Which lines mention "Domaregatan"? Show each one from the listing.

▼

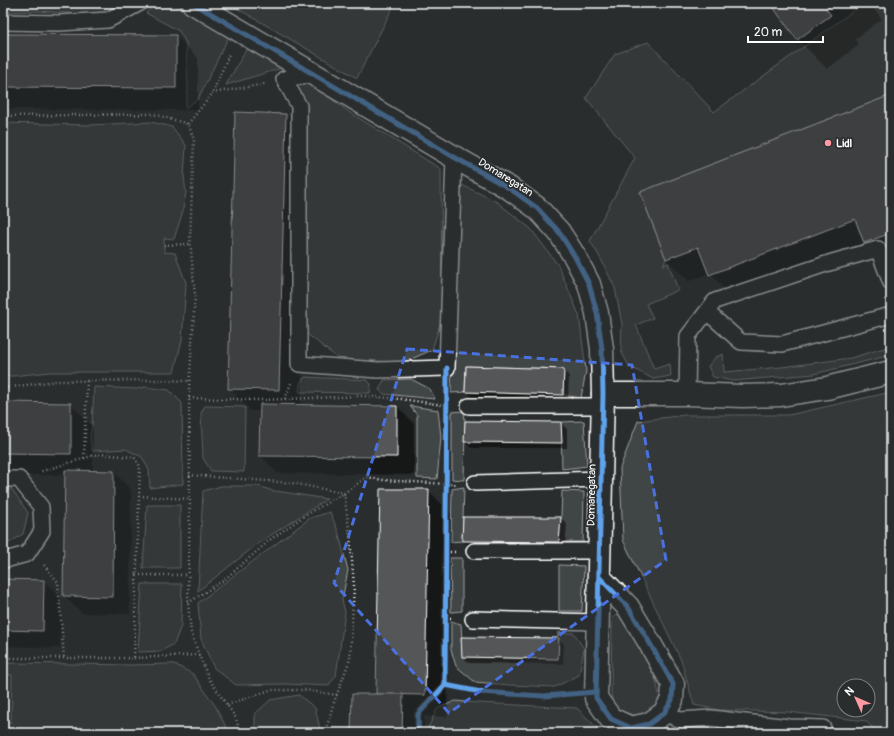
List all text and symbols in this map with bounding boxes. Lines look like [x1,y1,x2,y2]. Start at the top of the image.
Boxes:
scale bar [748,18,823,44]
text: 20 m [754,25,783,40]
place label: Lidl [836,137,853,150]
marker: Lidl [823,138,833,148]
street label: Domaregatan [476,155,536,199]
street label: Domaregatan [584,464,599,526]
north arrow [836,678,876,718]
text: N [842,684,857,699]

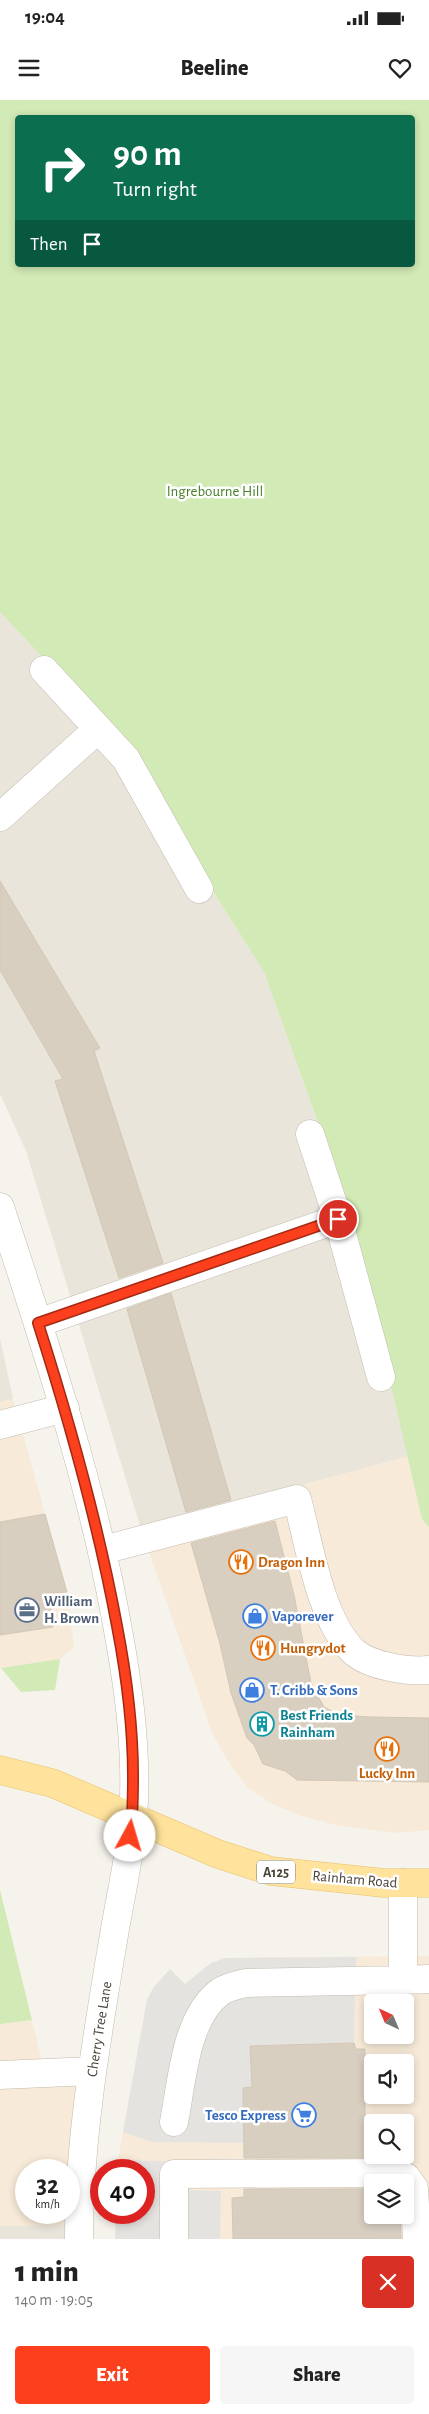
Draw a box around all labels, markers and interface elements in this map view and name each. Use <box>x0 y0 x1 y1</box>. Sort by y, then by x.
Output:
text: 19:04 <box>25 8 65 27</box>
icon: menu <box>15 54 43 82</box>
icon: heart <box>386 54 414 82</box>
text: Beeline <box>180 57 249 79</box>
icon: right <box>30 135 95 200</box>
text: 90 m <box>113 137 182 172</box>
text: Turn right <box>113 178 197 200</box>
icon: arrive <box>78 230 106 258</box>
text: Then <box>30 235 68 254</box>
park label: Ingrebourne Hill <box>167 484 263 499</box>
pin <box>317 1198 359 1240</box>
icon: arrive <box>324 1205 352 1233</box>
restaurant icon: Dragon Inn <box>228 1549 254 1575</box>
place label: Dragon Inn <box>258 1555 325 1570</box>
place label: William H. Brown <box>44 1594 99 1626</box>
office icon: William H. Brown <box>14 1597 40 1623</box>
shop icon: Vaporever <box>242 1603 268 1629</box>
place label: Vaporever <box>272 1609 334 1624</box>
restaurant icon: Hungrydot <box>250 1635 276 1661</box>
place label: Hungrydot <box>280 1641 346 1656</box>
shop icon: T. Cribb & Sons <box>239 1677 265 1703</box>
place label: T. Cribb & Sons <box>270 1683 358 1698</box>
place label: Best Friends Rainham <box>280 1708 353 1740</box>
building icon: Best Friends Rainham <box>249 1711 275 1737</box>
restaurant icon: Lucky Inn <box>374 1736 400 1762</box>
place label: Lucky Inn <box>359 1766 415 1781</box>
position arrow <box>103 1809 155 1861</box>
road number: A125 <box>257 1860 295 1884</box>
street label: Rainham Road <box>312 1868 398 1891</box>
street label: Cherry Tree Lane <box>85 1980 114 2078</box>
north arrow <box>364 1994 414 2044</box>
map controls <box>364 1994 414 2224</box>
button: sound <box>364 2054 414 2104</box>
supermarket icon: Tesco Express <box>291 2102 317 2128</box>
place label: Tesco Express <box>205 2108 286 2123</box>
button: search <box>364 2114 414 2164</box>
speed limit sign: 40 <box>90 2159 155 2224</box>
text: 32 <box>36 2173 59 2198</box>
button: layers <box>364 2174 414 2224</box>
text: km/h <box>35 2198 60 2210</box>
button: close <box>362 2256 414 2308</box>
text: 1 min <box>15 2257 79 2287</box>
text: 140 m · 19:05 <box>15 2292 93 2308</box>
button: Exit <box>15 2346 210 2404</box>
button: Share <box>220 2346 414 2404</box>

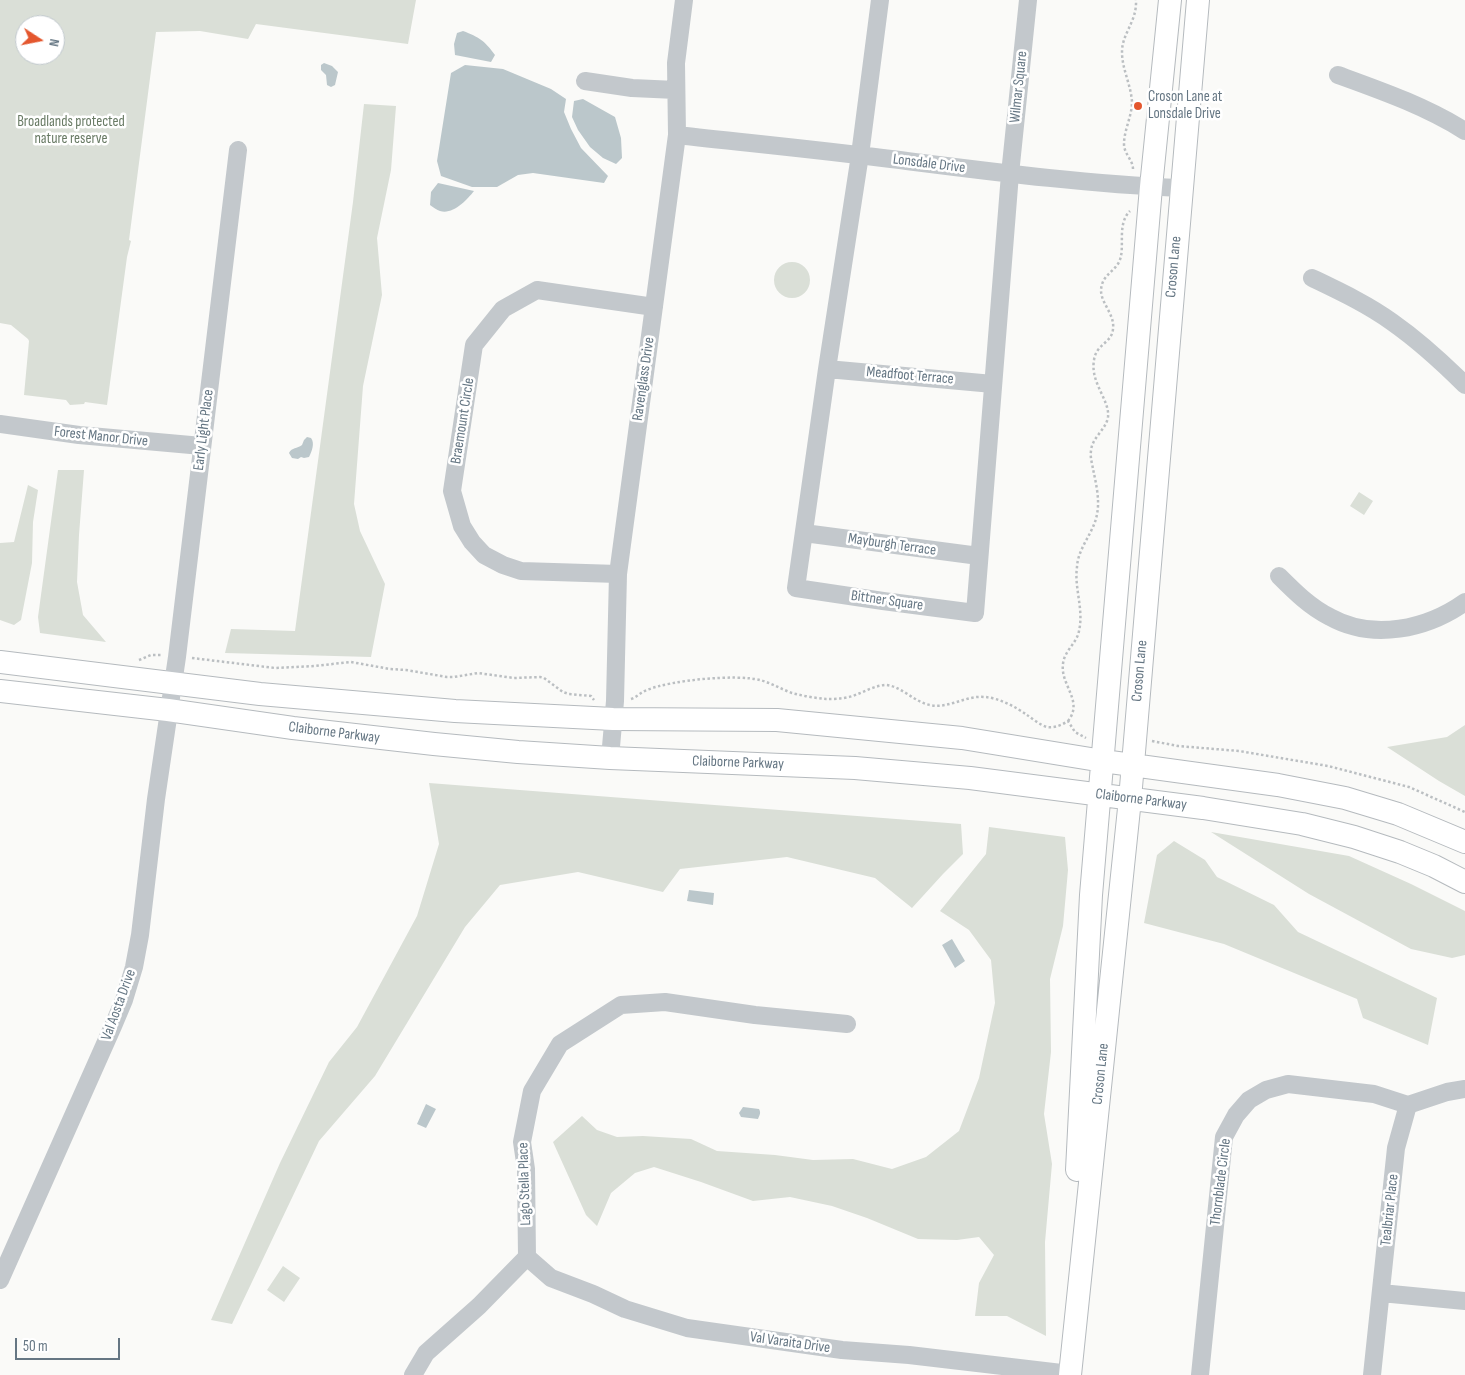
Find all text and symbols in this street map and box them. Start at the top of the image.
north arrow [15,15,65,65]
text: N [45,37,63,48]
street label: Wilmar Square [1006,50,1032,124]
place label: Croson Lane at Lonsdale Drive [1148,88,1222,123]
marker: Croson Lane at Lonsdale Drive [1132,100,1144,112]
park label: Broadlands protected nature reserve [17,113,125,148]
street label: Lonsdale Drive [892,151,966,177]
street label: Croson Lane [1162,235,1186,299]
street label: Ravenglass Drive [629,336,659,422]
street label: Meadfoot Terrace [866,363,954,389]
street label: Braemount Circle [447,377,479,465]
street label: Early Light Place [190,388,218,472]
street label: Forest Manor Drive [53,423,149,451]
street label: Mayburgh Terrace [847,530,937,560]
street label: Bittner Square [850,587,924,615]
street label: Croson Lane [1128,639,1152,703]
street label: Claiborne Parkway [287,718,381,748]
street label: Claiborne Parkway [692,752,784,774]
street label: Claiborne Parkway [1094,785,1188,815]
street label: Val Aosta Drive [98,967,140,1043]
street label: Croson Lane [1089,1042,1113,1106]
street label: Thornblade Circle [1207,1137,1235,1227]
street label: Lago Stella Place [515,1142,535,1226]
street label: Tealbriar Place [1377,1173,1403,1247]
scale bar [18,1328,122,1360]
street label: Val Varaita Drive [749,1328,831,1358]
text: 50 m [23,1337,48,1356]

▲

* _The completed task_
street label: Domaregatan [476,155,536,199]
street label: Domaregatan [584,464,599,526]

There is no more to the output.